TASK OBJECTIVE
In the entries below, the lines from the one with "For a GIS import: Dump" through the one with "Task: Parse the" are to be copied exactly; both ends count.

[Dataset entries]
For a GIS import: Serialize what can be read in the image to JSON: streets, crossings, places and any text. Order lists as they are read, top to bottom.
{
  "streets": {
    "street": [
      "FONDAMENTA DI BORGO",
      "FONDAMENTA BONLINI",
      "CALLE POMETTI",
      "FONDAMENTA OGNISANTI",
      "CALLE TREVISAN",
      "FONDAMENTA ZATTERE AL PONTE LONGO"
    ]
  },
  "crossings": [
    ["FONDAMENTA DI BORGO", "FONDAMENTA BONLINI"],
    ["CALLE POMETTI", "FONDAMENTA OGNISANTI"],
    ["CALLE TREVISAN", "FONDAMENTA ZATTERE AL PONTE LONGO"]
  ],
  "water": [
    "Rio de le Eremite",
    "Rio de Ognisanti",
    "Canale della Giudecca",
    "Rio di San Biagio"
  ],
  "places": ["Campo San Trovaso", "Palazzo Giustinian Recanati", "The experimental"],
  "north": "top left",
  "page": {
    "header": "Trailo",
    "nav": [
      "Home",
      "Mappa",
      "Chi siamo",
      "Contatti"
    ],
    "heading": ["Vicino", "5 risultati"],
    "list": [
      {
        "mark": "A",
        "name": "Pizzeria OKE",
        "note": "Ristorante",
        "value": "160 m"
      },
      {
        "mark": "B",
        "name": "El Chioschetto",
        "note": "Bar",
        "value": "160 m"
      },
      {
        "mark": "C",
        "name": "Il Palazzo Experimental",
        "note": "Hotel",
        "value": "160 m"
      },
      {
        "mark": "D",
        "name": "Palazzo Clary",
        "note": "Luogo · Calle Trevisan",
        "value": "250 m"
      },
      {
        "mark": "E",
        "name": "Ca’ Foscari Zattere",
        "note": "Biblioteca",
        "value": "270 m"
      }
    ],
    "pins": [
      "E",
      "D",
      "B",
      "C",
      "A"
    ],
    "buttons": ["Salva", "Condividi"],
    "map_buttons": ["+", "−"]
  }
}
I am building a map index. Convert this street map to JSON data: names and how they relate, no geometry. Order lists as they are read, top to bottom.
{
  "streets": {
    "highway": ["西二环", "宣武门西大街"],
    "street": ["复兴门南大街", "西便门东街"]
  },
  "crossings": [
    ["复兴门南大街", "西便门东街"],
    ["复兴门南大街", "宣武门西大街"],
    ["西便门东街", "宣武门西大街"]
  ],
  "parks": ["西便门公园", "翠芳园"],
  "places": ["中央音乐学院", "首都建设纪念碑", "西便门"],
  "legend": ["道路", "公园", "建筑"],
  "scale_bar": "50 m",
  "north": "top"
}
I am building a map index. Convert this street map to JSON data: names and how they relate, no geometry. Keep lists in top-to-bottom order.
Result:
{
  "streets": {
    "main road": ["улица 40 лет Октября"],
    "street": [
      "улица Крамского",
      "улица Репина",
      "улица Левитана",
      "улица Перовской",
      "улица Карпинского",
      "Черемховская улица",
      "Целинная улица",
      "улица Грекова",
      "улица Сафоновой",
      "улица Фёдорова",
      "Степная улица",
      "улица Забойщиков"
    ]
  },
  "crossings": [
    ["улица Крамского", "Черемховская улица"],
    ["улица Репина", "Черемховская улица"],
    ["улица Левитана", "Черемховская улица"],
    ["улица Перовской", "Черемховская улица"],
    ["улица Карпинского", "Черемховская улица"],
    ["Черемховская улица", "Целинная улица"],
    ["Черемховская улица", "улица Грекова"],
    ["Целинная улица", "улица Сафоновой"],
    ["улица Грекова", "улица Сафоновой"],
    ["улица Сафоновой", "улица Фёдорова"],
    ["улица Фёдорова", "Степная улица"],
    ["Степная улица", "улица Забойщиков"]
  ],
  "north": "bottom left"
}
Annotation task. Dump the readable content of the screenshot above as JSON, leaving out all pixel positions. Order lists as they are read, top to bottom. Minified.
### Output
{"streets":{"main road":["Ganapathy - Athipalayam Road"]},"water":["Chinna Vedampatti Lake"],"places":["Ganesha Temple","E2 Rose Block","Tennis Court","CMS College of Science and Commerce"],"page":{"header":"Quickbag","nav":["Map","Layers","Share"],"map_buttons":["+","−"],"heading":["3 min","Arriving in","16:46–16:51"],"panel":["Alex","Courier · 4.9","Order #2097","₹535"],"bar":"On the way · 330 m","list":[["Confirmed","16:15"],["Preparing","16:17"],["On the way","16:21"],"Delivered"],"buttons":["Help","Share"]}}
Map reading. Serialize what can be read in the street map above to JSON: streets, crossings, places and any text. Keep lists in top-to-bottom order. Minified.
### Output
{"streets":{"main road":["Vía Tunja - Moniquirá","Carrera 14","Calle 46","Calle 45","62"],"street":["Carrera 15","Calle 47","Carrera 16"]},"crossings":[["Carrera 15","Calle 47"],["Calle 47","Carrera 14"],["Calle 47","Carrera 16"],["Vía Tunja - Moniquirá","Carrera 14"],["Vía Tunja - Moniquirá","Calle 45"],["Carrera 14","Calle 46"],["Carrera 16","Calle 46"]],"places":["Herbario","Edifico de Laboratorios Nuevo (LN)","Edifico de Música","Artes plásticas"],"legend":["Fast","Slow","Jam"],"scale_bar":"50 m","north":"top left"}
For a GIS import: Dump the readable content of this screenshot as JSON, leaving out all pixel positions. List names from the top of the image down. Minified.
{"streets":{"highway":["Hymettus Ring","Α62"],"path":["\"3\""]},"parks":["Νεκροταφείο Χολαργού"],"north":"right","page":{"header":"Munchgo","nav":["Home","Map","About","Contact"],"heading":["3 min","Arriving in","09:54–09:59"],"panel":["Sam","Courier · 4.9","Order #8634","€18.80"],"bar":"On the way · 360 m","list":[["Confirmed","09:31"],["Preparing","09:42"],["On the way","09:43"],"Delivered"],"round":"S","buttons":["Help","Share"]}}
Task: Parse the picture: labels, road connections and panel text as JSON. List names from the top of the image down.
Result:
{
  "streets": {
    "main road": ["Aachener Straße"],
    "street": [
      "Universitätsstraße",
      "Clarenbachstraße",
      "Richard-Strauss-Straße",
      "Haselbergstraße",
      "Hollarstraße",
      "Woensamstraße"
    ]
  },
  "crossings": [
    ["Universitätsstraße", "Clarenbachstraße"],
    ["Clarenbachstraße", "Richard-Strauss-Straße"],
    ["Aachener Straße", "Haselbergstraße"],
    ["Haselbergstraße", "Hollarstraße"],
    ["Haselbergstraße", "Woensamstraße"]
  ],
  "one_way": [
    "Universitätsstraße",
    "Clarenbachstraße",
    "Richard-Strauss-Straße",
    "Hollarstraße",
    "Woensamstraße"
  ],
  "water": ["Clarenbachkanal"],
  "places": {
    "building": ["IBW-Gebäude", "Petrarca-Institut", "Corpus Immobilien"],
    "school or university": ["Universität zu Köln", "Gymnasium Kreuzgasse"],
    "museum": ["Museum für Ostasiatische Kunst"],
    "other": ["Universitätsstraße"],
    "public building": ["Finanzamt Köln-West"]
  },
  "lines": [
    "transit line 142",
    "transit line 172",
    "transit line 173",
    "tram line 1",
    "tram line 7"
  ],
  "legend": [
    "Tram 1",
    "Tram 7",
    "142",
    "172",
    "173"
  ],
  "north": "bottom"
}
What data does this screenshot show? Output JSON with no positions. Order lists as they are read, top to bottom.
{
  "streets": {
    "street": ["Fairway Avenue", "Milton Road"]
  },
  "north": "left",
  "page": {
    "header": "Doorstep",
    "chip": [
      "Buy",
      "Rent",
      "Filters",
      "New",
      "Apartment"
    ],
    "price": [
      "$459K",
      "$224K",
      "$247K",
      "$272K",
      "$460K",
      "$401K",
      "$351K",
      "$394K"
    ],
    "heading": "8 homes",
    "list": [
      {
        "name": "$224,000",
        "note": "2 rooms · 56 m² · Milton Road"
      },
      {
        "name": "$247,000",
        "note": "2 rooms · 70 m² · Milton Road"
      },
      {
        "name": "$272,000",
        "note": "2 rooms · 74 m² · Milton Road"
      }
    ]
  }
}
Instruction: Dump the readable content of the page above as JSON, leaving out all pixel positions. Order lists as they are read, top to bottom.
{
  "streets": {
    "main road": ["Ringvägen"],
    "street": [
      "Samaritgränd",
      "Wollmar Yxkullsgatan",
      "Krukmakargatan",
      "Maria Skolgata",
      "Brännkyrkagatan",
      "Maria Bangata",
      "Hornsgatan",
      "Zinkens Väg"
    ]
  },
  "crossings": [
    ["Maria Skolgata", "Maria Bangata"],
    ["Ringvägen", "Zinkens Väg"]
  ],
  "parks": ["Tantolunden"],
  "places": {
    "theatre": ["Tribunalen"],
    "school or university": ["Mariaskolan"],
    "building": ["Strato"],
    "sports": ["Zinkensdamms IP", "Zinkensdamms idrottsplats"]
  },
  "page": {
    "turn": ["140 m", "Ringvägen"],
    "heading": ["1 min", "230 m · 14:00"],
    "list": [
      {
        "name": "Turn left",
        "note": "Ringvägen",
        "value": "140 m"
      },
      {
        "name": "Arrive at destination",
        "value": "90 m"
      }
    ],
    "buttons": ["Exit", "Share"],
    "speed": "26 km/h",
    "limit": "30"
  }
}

ANSWER SECTION
For a GIS import: Dump the readable content of this screenshot as JSON, leaving out all pixel positions. List names from the top of the image down. Minified.
{"streets":{"highway":["Hymettus Ring","Α62"],"path":["\"3\""]},"parks":["Νεκροταφείο Χολαργού"],"north":"right","page":{"header":"Munchgo","nav":["Home","Map","About","Contact"],"heading":["3 min","Arriving in","09:54–09:59"],"panel":["Sam","Courier · 4.9","Order #8634","€18.80"],"bar":"On the way · 360 m","list":[["Confirmed","09:31"],["Preparing","09:42"],["On the way","09:43"],"Delivered"],"round":"S","buttons":["Help","Share"]}}
Task: Parse the picture: labels, road connections and panel text as JSON. List names from the top of the image down.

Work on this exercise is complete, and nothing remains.